S'appuyant sur une clause controversée de l'ALENA, Dow Chemical exige que le Canada lui verse «au moins» 2 millions de dollars en dédommagement, pour compenser les pertes que lui a fait subir l'interdiction des pesticides au Québec.

Jugeant la décision du gouvernement québécois «arbitraire, sans fondement et injuste», la multinationale a déposé un «avis d'intention», ce qui signifie qu'elle déposera prochainement une plainte en vertu du chapitre 11 de l'Accord de libre-échange nord-américain.

 

Le litige est épineux, d'abord parce que le Canada et le Québec ne s'entendent pas sur la nocivité du produit visé par la plainte, le 2,4-D. Ensuite parce que sa dangerosité n'a pas encore été prouvée sans l'ombre d'un doute par les chercheurs.

«Les considérations sur lesquelles l'interdiction est basée, quelles qu'elles soient, ne sont pas basées sur la science», note dans le document d'une vingtaine de pages l'avocat de Dow, Paul D. Conlin, d'Ogilvy Renault.

Au coeur de la controverse se trouve donc le 2,4-D, un ingrédient qui entre dans la composition des pesticides et dont la vente est formellement interdite dans la province, selon le Code de gestion des pesticides du Québec.

«Nous avons conclu qu'il existe suffisamment de données pour nous amener à être très prudent avec ce genre de pesticides», explique Onil Samuel, responsable du groupe scientifique sur les pesticides de l'Institut national de santé publique du Québec.

Or, la conclusion est diamétralement opposée à Ottawa, car Santé Canada conclut plutôt que l'utilisation du 2,4-D est sécuritaire, à condition de suivre les indications de l'entreprise.

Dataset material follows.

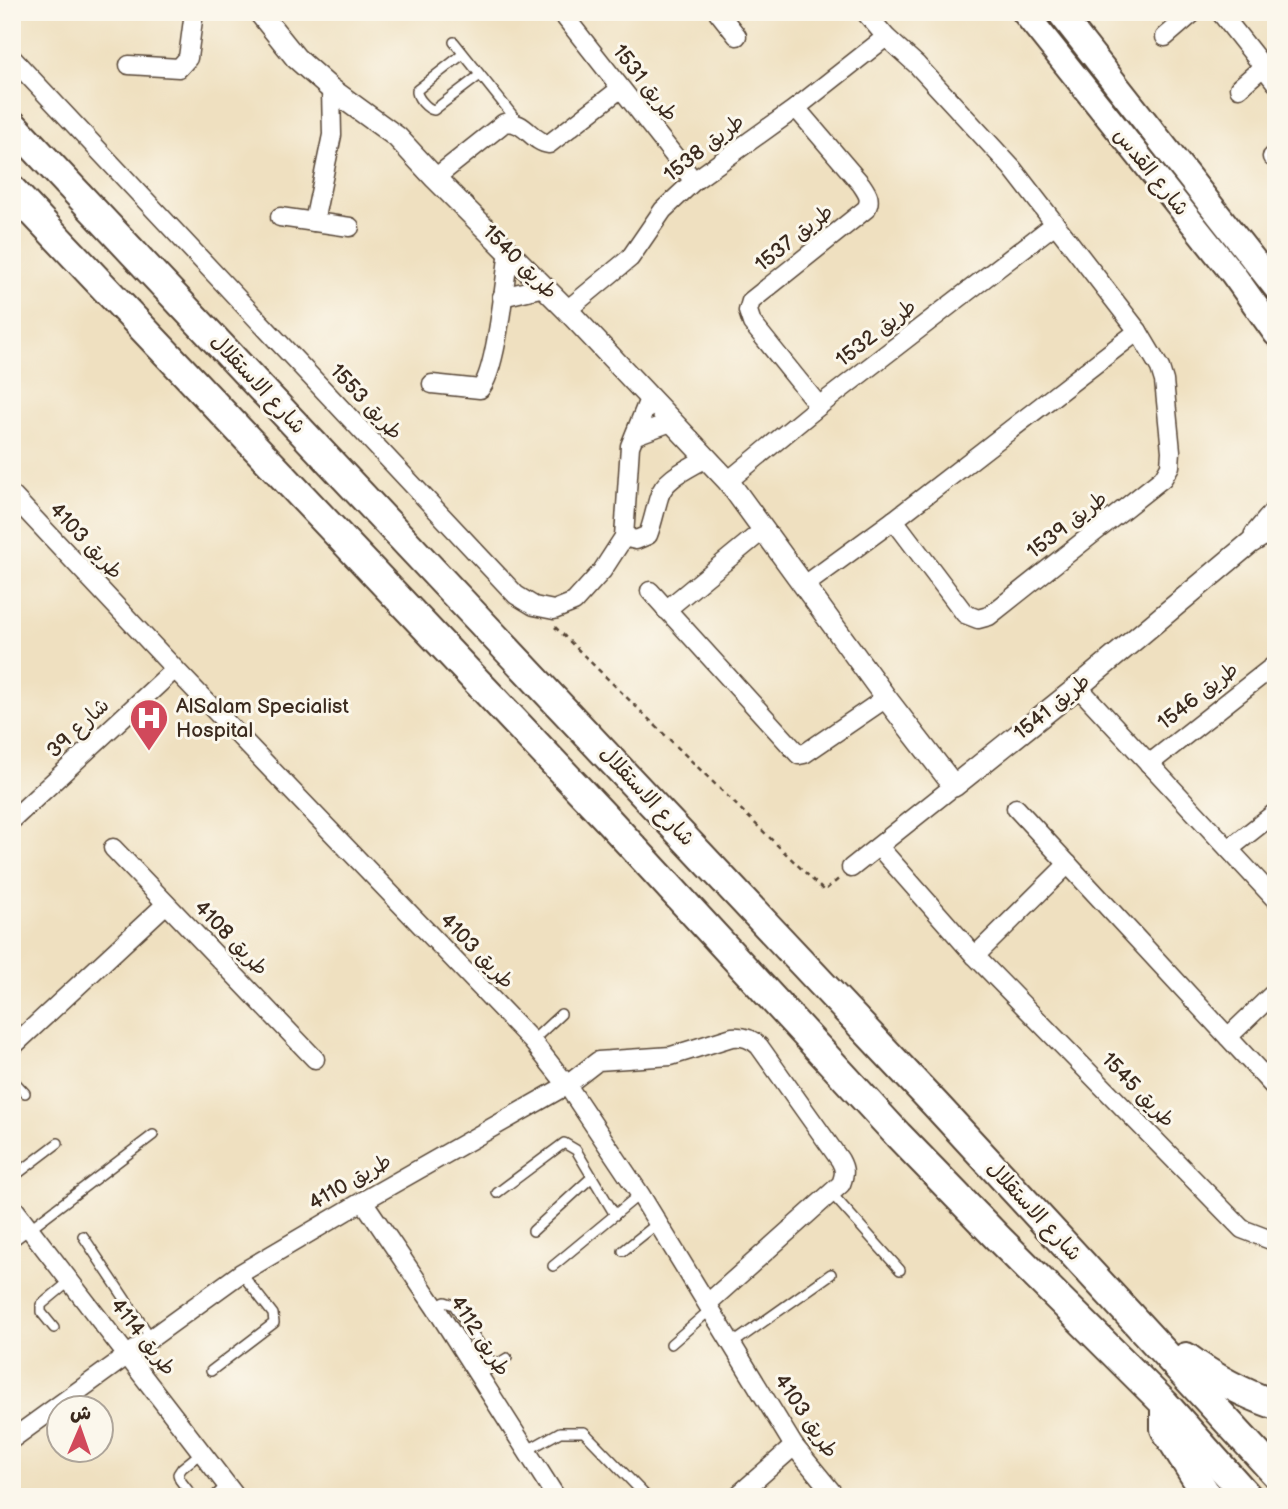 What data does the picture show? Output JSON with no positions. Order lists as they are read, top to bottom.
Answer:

Bien d'autres organismes, comme l'Agence de réglementation de la lutte antiparasitaire, en sont venus à des conclusions similaires.

Le Québec reconnaît qu'il existe un différend entre les deux gouvernements sur cette question, mais il rejette néanmoins les prétentions de Dow, qui soutient que son produit est sans effet sur la santé humaine.

«Certes, les chances que ce produit soit cancérigène semblent moins fortes aujourd'hui qu'elles l'étaient en 2002. Mais plusieurs organismes, comme l'EPA californienne, ont depuis placé le 2,4-D sur la liste des produits pouvant avoir un effet sur la reproduction», précise Onil Samuel.

En outre, il est très difficile de prouver la nocivité du 2,4-D, car il n'est jamais utilisé seul, précise le toxicologue. D'où l'importance de mettre de l'avant «le principe de précaution», ajoute Philippe Cannon, porte-parole de la ministre de l'Environnement, Line Beauchamp. «Nous ne changerons pas notre position», a-t-il indiqué.

Chapitre 11 de l'ALENA

Dow, pour sa part, soutient qu'en agissant de la sorte, le Québec entrave sans justification son droit de commercialiser le 2,4-D. Il contreviendrait ainsi au chapitre 11 de l'ALENA, qui oblige les gouvernements à accorder aux entreprises «un traitement juste et équitable» (art. 1105), et qui leur interdit, sous certaines conditions, d'«exproprier» un investissement effectué sur leur territoire (art. 1110).

Qu'en pense le Canada? «L'ALENA garantit le droit des États à prendre des règlements dans l'intérêt public, y compris en matière de santé publique et d'environnement concernant les pesticides», indique Renée David, porte-parole du ministère des Affaires étrangères et du commerce international.

«Si cette plainte est entendue, le gouvernement continuera de collaborer avec le gouvernement du Québec pour défendre nos intérêts vigoureusement», a-t-elle ajouté.

Jusqu'au bout

La procédure exige en effet le dépôt officiel d'une plainte avant que la partie visée n'ait à réagir. Mais pour Simon Potter, spécialiste du commerce international chez McCarthy Tétrault, il n'y a aucun doute que la cause sera entendue, voire qu'elle se rendra jusqu'au bout.

«Cela devrait se rendre aux jugements finaux, car les gouvernements ne voudront pas céder, de crainte d'avoir à céder ailleurs. On peut penser au bisphénol A, par exemple. La plainte soulève une question de principe très importante», a-t-il indiqué en entrevue depuis Boston.

Et en prime, ajoute Me Potter, cela relancera le débat autour de la pertinence du chapitre 11.